Broad smiles or an anxious rictus?

(Photo by Chesnot/Getty Images)

On 15th April, Nokia announced its intention to acquire Alcatel-Lucent in an all-share deal.  Nokia’s Risto Siilasmaa and CEO Rajeev Suri were seen exchanging a warm hand shake with Alcatel-Lucent’s Philippe Camus and CEO Michel Combes, all four gentlemen displaying beaming smiles as the news of their forthcoming merger hit the news wires and sent shock-waves across what is already an extremely consolidated industry.

That news was not completely unexpected: Nokia, and more particularly Alcatel-Lucent, have gone through some very painful and convoluted restructuring exercises these past few years, and are only now feeling the first early signs of some recovery.  Still, each has areas of weakness which the combination of both groups could potentially resolve.  Furthermore, wireless communication is an area that requires astronomical R&D budgets. As consumers begin to embrace 4G communication, the world’s leading providers are already putting the finishing touches to the future 5G, announced for the early 2020’s, and teaming up to finance those developments and rolling them out across the globe makes eminent sense.
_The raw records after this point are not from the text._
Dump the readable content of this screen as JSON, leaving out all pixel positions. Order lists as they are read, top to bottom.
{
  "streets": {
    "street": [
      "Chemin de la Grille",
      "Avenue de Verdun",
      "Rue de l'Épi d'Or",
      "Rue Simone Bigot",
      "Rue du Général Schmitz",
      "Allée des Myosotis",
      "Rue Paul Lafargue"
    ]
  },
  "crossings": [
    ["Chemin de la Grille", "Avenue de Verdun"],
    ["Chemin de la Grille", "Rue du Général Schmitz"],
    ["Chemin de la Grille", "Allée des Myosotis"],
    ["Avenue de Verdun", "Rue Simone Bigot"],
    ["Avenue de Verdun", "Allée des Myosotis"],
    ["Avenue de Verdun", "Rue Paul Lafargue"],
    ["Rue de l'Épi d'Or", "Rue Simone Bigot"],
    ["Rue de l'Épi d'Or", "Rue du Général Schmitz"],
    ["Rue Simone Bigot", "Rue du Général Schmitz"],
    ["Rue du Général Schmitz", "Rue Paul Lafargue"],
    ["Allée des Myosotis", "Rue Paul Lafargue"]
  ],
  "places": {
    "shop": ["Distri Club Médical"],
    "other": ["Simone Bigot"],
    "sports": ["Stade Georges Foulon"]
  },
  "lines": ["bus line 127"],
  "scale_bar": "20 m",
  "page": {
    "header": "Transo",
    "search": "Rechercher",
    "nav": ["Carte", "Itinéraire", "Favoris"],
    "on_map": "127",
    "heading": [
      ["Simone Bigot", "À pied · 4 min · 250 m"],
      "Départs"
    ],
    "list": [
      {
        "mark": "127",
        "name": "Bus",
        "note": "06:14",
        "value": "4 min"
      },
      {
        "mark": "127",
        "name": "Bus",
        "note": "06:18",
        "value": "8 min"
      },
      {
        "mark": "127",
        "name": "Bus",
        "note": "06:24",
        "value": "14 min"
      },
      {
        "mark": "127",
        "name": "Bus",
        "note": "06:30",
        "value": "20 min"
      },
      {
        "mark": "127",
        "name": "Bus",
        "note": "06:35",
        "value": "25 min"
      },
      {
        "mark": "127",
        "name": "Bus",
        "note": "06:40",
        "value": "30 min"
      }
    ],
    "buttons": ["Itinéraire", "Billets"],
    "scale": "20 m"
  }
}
The business case for this merger is plain to see on paper, but whether the expected benefits will materialise during the implementation remains to be seen: several formidable challenges lie ahead.  None of them impossible, but each one of them pretty tough!

Nokia’s “open Sesame” to the USA may open doors for other players

Whereas Alcatel-Lucent has for years enjoyed strong market presence and excellent relationships with major telecommunications operators, Nokia has struggled to get anywhere in that area, allowing another Nordic company, Ericsson, to share that large and lucrative market with Alcatel-Lucent.  It is fair to say that Alcatel-Lucent’s saving grace in the USA is the fact that the world’s largest provider of wireless systems happens to be China’s Huawei, which is de facto barred from penetrating the United States’ market amid fears of industrial and political spying from a company that has close ties with the Chinese government.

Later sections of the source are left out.